In conclusion, I want to congratulate the candidate with a commendable scholarly thesis, which I have enjoyed reading very much, and I am looking forward to any future works from this young scholar, be it on Donaldistic religion or other interesting topics. Based upon the abovementioned evaluation, I strongly recommend the Academy’s Academic Council to award Adrien C. Miqueu with the master degree of Academic Donaldism with specialty in Donaldistic religion (cAnd.don.theol.).
Airhead, John T. (2009): Climate changes in Duckburg - A comparative study of Duckburg weather conditions in 1950, 1972 and 2005, Southnordic Academy of Donaldism & University of Calisota.
Gisle, Jon (1973): Donaldismen, Oslo.
GrandjeAnd, Jacobinus (2003): Hvorfor være Verdens rigeste and? - et religions-psykologisk kig ind i Joakim von Ands selvopfattelse, Center for Klassisk Donaldisme.
Jacobini, Giovanni (2006): Ducks of the Cross - Crusade in medieval Stella anatium, Southnordic Academy of Donaldism.
Rothstein, Mikael (2005): "Oh, skænk mig en grav..." - Populærreligion og sekularisme i Carl Barks' Andeby, Københavns Universitet. Originally published in DIN - tidsskrift for religion og kultur no. 3-4/2005, pp. 17-37.

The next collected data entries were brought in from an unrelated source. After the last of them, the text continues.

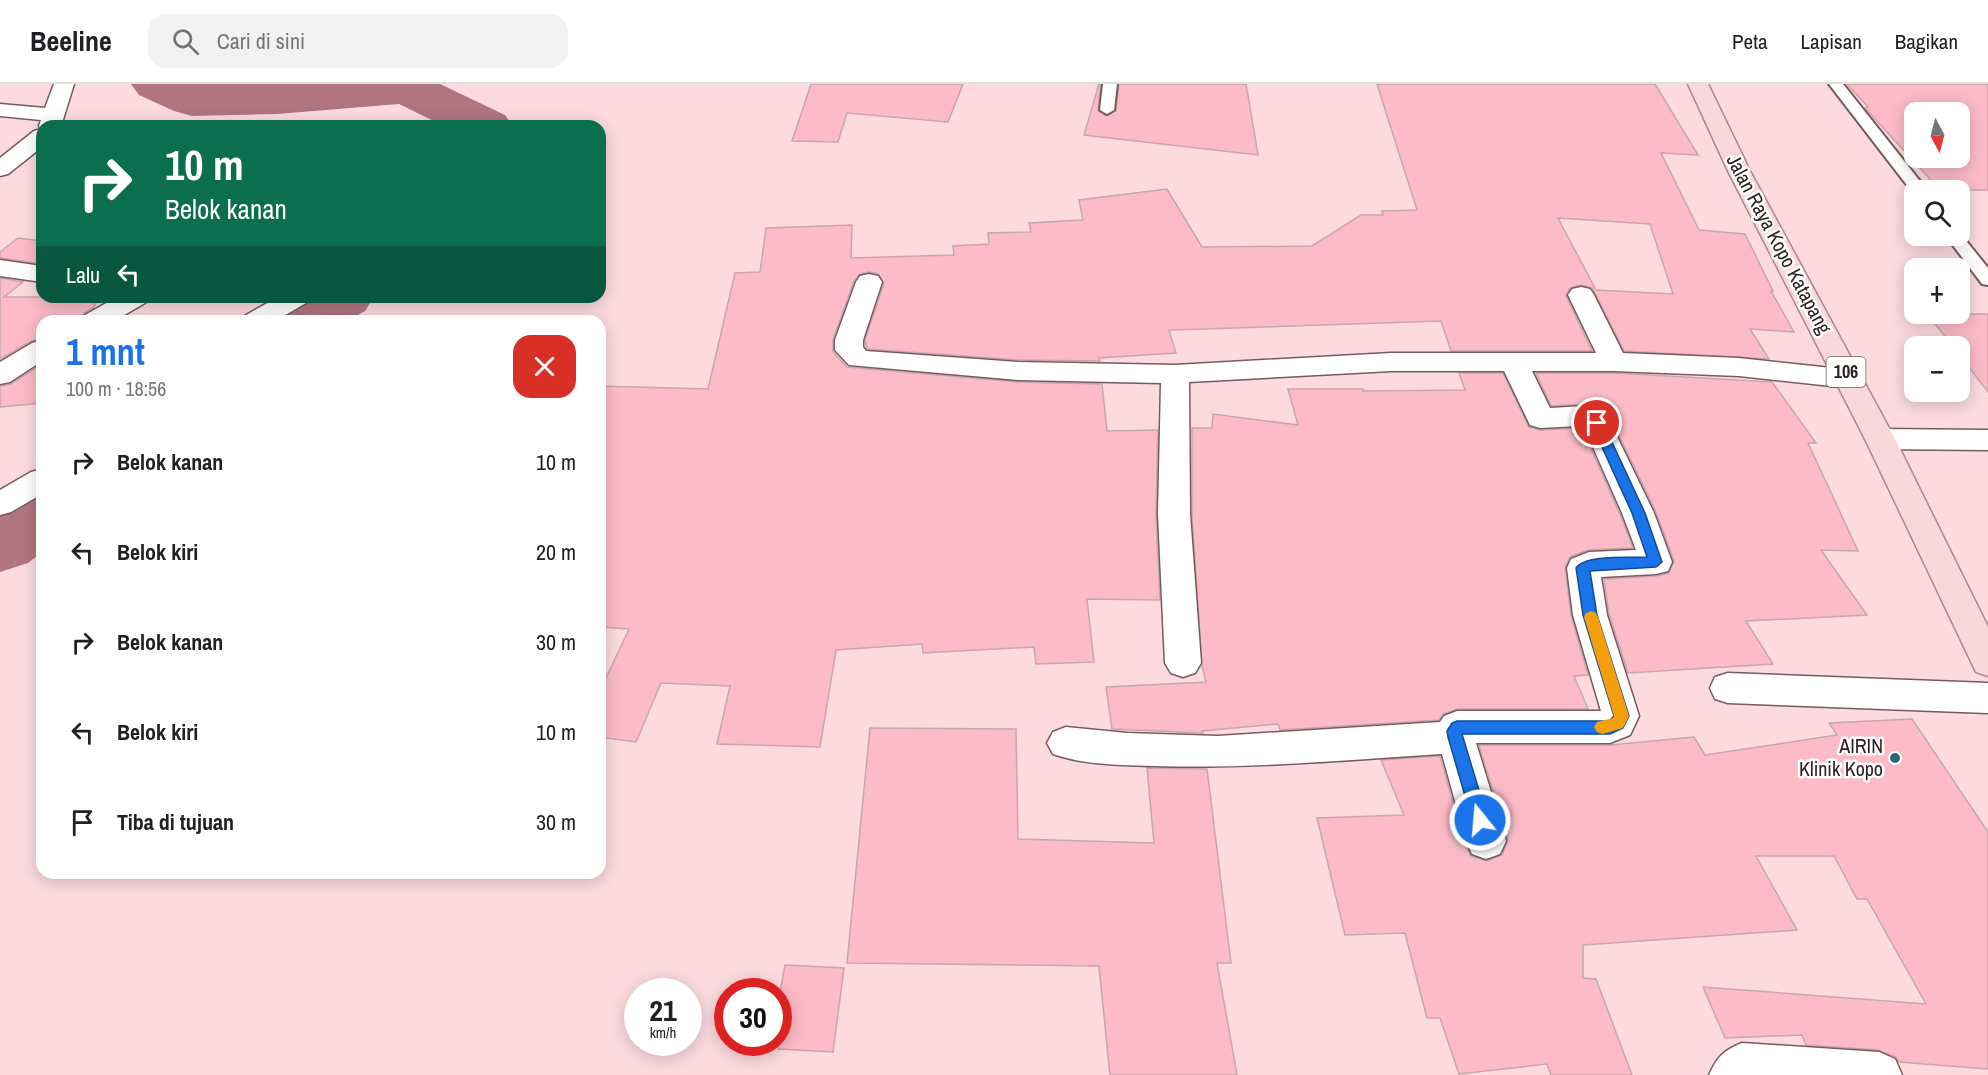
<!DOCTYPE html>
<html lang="id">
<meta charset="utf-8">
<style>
:root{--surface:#fff;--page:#f2f2f2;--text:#202124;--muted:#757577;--line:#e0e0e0;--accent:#1a73e8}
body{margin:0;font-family:"Archivo Narrow",sans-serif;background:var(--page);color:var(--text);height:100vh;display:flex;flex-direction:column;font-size:22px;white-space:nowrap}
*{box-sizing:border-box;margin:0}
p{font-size:20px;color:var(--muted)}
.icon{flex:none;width:33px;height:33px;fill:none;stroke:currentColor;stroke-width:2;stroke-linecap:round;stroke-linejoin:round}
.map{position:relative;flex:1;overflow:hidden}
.sheet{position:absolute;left:36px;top:231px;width:570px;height:564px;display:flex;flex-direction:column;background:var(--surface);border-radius:18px;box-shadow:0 3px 15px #0003}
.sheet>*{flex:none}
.banner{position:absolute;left:36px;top:36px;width:570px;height:183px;border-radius:18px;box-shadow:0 3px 15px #0003;background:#0b6e4f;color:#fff;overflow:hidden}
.needle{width:39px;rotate:173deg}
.buttons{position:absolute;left:1904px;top:18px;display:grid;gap:12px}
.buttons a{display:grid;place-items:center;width:66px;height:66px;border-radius:12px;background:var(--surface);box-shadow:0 3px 15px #0003;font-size:30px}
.speed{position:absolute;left:624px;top:894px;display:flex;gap:12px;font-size:30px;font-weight:700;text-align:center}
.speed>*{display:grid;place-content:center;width:78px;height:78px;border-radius:50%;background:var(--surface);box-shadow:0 3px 15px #0003;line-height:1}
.speed small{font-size:15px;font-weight:400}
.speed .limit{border:9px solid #d22;background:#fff;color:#111}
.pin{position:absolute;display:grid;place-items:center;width:51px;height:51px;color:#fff;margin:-26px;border:3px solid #fff;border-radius:50%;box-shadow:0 2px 6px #0007}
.me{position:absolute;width:66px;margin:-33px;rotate:343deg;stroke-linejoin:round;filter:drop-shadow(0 0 4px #0008)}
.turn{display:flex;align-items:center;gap:21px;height:126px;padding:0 30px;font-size:27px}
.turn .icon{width:78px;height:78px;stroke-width:2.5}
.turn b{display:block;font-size:42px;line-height:51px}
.then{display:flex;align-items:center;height:57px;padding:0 30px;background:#0003;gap:12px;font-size:22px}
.round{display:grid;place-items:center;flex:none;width:63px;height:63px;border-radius:18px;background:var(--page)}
.headline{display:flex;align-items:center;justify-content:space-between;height:102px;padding:0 30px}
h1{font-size:36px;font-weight:700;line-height:45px;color:var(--accent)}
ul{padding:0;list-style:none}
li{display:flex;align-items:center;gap:18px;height:90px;padding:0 30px}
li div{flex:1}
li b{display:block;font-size:22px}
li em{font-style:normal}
header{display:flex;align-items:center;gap:36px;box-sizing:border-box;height:84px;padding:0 30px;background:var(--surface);border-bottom:2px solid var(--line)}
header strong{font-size:28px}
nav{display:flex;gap:33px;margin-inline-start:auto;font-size:21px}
.search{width:420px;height:54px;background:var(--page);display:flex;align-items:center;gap:15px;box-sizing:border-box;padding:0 21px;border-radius:18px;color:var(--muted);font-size:22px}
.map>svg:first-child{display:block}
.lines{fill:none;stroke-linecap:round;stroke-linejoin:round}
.river{fill:#b0757f;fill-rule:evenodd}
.building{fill:#fcbbc6;stroke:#c7a7ac;stroke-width:1.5;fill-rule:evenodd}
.service-casing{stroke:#785b5f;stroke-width:4}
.minor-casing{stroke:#785b5f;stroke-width:3}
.tertiary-casing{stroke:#785b5f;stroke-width:3}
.primary-casing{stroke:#ae878d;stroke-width:3}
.service{fill:#fff;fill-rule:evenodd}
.minor{fill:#fff;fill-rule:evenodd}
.tertiary{fill:#fff;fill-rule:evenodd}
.primary{fill:#f8d8dd;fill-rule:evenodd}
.route{fill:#1a73e8;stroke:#114b97;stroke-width:1.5}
.slow{fill:#f59e0b}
.poi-dot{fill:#266a7b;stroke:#fff;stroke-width:2}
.labels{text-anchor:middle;stroke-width:5;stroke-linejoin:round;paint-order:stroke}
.shield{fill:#fff;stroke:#6b6364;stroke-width:1.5}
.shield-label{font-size:18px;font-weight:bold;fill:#2c2022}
.street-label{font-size:20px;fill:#2c2022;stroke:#fff}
.poi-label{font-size:20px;fill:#2c2022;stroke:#fff;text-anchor:end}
</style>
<header>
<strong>Beeline</strong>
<div class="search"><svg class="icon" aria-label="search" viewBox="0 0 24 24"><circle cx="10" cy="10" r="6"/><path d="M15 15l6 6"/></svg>Cari di sini</div>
<nav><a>Peta</a><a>Lapisan</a><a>Bagikan</a></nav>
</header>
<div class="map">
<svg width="1988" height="991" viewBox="0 0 1988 991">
<rect width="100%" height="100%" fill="#fcdadf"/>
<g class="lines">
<g class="river">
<path d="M131,0H440L505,31L513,42H444L399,20L277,30L192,32L174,27L139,11Z"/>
<path d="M293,213H374L365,227L347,237H265L275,222Z"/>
<path d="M42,400V468L28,479L0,488V418L15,408Z"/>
</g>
</g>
<g class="building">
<path d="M811,0H963L948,38L847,29L838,58L792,57Z"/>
<path d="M1099,0H1101L1098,26L1106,32L1116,26L1119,0H1246L1258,71L1084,51Z"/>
<path d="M1377,0H1655L1698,71L1661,69L1699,146L1745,150L1773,207H1771L1794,248L1750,245L1769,275L1624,267L1592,204L1581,201L1570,204L1566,212L1592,267H1451L1441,237L1173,246H1169L1176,269L1099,274L1100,277L1018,276L867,265L865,256L884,199L878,190L869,188L860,190L854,197L833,256V268L847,283L1018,298L1102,300L1107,347L1158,346L1156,430L1160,516L1087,515L1094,578L1036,580L1034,563L923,569L922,560L836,566L820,663L717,660L730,602L661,599L636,658L600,653V607L629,545L600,543V302L708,305L735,189L760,188L766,144L852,141L851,174L954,171L953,162L989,160L988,149L1031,148L1029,139L1083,136L1079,116L1167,105L1202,163L1312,162L1361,131H1383L1382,127L1417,126ZM1558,134L1650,140L1673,210L1596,206Z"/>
<path d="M1847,0H1988V106H1940L1865,24L1868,23ZM1914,28H1959V74H1914Z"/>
<path d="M18,154L42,157V180L0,174V168Z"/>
<path d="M0,194L23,198L4,213H100L93,224L84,229L79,237H42V254L31,257L0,275Z"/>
<path d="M1927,230H1988V308L1959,270V262H1953Z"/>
<path d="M42,280V319L0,323V302L11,300Z"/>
<path d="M1459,289H1503L1529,343L1540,346L1579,344L1583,347L1620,430L1633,464L1588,466L1570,473L1565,483L1571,531L1588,591L1574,592L1588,625H1457L1443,630L1439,636L1280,646L1278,640L1202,647L1203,649L1112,645L1106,603L1206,598L1202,582L1192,430V344H1212L1213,330L1298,341L1288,305H1363V307L1465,306Z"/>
<path d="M1536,289H1614L1772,298L1816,359H1808L1858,467L1821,466L1867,531L1746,537L1773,580L1628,589L1609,530L1604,495L1656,492L1669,489L1674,477L1656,428L1609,331L1585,320L1551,322Z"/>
<path d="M1912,635L1988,748V985L1899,978L1896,973L1879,966L1806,961L1802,951L1725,954L1703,903L1926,920L1867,815H1857L1834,772H1756L1797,846L1583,861V894L1596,895L1632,991H1551L1547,980L1459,990L1440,934H1427L1405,849L1345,851L1317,734L1404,731L1381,676L1440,672L1464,758L1471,772L1487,777L1502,771L1508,756L1479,661H1610L1694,653L1705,671L1837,651L1829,639Z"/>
<path d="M870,644L1016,645L1018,755L1154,759L1147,684L1207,685L1231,879H1217L1237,991H1110L1099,882L847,879Z"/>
<path d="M785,881L844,884L833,968L778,965V919Z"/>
</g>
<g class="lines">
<g class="service-casing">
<g id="service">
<path d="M1103,0H1117L1114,26L1107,30L1100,26Z"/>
<path d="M1829,0H1843L1927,106H1914L1913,109Z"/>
<path d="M1959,148L1988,184V201L1982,200L1946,152H1959Z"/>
</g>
</g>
<g class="minor-casing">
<g id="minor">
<path d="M54,0H74L61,42H42V63L8,90L0,92V74L34,47L41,45L39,42L41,36L0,32V20L45,24Z"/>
<path d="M0,176L42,182V198L0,192Z"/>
<path d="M869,190L878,192L882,198L863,256V263L866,267L1018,278L1175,281L1391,269H1596L1568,211L1572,205L1581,203L1590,205L1594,211L1623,269L1739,274L1850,286L1860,288L1864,295L1860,302L1850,304L1739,292L1614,287H1532L1550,324L1585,322L1607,332L1654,429L1672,478L1668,487L1656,490L1601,493L1607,531L1639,632L1630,651L1610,659H1476L1506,757L1500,770L1486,775L1472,770L1466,757L1442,670C1346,676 1249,685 1153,682C1121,681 1084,681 1053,670L1047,659L1053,648L1066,643L1127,649L1218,652L1440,638L1444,632L1457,627H1601L1573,531L1567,484L1571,475L1589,468L1636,466L1622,429L1585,345L1580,342L1540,344L1530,341L1504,287H1391L1189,298L1190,430L1201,579L1195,589L1183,593L1171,589L1165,579L1158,430L1161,299L1018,296L849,281L835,266V256L856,198L860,192Z"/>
<path d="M117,213H149L145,219L114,237H81L85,231Z"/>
<path d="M278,213H310L306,219L275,237H242L246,231Z"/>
<path d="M42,256V277L10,298L0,300V278L32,259Z"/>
<path d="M42,385V410L11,428L0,431V406L31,388Z"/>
<path d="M1728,589L1988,599V629L1728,619L1715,615L1710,604L1715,593Z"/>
<path d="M1742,959L1879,968L1895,975L1902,991H1709C1717,973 1724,966 1742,959Z"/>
</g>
</g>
<g class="tertiary-casing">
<path id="tertiary" d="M1880,345L1988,346V366L1880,365L1870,362L1865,355L1870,348Z"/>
</g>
<g class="primary-casing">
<path id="primary" d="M1688,0H1708L1750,87L1895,355L1988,543V592L1976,588L1865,355L1728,87Z"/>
</g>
<use href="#service" class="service"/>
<use href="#minor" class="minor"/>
<use href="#tertiary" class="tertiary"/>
<use href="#primary" class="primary"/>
</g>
<path class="route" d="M1597,335L1603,339L1645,429L1662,478L1656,483L1590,487L1597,531L1629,632L1623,644L1610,650H1462L1488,736L1486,741L1480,743L1474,741L1472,736L1448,653L1447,647L1452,639L1457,637H1609L1614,632L1583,531L1576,484C1585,470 1630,474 1647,473L1632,429L1591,339Z"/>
<path class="slow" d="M1591,527L1596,529L1598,533L1629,632L1623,644L1602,650L1597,648L1594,643L1597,638L1613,634L1614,632L1584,533L1586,529Z"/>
<circle class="poi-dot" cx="1895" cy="674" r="6"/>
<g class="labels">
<rect class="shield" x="1826.5" y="273" width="39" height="30" rx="4.5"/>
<g class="shield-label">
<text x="1846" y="294">106</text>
</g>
<g class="street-label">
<text transform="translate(1779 160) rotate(62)" y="7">Jalan Raya Kopo Katapang</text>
</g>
<g class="poi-label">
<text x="1883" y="669">AIRIN<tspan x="1883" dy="23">Klinik Kopo</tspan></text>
</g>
</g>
</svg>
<div class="buttons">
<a><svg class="needle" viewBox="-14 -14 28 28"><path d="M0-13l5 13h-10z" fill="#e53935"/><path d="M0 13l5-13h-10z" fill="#757577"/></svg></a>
<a><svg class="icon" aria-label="search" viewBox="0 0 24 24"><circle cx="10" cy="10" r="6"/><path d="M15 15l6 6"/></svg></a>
<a>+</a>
<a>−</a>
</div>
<div class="speed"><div>21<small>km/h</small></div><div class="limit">30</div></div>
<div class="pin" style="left:1597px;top:339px;background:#d93025"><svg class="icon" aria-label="arrive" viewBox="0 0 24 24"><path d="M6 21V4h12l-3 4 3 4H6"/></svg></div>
<svg class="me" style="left:1480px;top:736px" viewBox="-20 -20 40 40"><circle r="17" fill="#1a73e8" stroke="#fff" stroke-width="3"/><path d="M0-11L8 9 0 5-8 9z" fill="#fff"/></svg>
<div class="banner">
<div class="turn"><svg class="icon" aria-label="right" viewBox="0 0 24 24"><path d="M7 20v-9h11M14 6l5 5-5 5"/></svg><div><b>10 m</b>Belok kanan</div></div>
<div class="then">Lalu<svg class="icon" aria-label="left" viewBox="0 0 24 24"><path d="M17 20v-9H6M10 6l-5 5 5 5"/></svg></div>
</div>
<section class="sheet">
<div class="headline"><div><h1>1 mnt</h1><p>100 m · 18:56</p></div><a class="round" style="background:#d93025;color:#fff"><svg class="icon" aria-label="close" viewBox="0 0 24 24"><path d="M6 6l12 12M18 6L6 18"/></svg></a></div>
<ul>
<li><svg class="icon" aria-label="right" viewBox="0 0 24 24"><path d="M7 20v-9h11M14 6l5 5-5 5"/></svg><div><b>Belok kanan</b></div><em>10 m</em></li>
<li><svg class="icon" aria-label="left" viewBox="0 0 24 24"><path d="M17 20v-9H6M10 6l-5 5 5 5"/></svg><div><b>Belok kiri</b></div><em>20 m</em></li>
<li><svg class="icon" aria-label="right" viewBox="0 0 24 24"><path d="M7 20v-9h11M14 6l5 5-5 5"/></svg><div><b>Belok kanan</b></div><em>30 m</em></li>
<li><svg class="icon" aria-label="left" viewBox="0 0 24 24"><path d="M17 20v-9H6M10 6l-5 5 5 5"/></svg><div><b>Belok kiri</b></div><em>10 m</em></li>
<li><svg class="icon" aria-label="arrive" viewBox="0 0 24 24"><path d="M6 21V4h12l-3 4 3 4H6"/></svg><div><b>Tiba di tujuan</b></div><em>30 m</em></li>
</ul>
</section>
</div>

 Dr. GrandjeAnd has brought it to the attention of the Academic Council that a highly recognized work on Duckburg Religion written in English does exist on the Internet, namely an English translation of Vidar Svendsen's originally Norwegian work Religion i Andeby (see the bibliography above). Furthermore, as noted by Dr. GrandjeAnd, the chapter titles and the division of subtopics used by Mr. Miqueu have an astonishing resemblance to the ones found in Mr. Svendsen's work. However, a close comparative examination of the actual content and duckumented examples of the two works does, fortunately, completely clear both of the two authors from any suspicions of plagiarism.
The Academy's Academic Council has after recommendation from the assigned examiner decided to award Adrien Miqueu with the Academic-Donaldistic master degree with specialty in Donaldistic religion (cAnd.don.theol.), which he is expected to use and show off zealously for the deserved admiration and envy of his surroundings.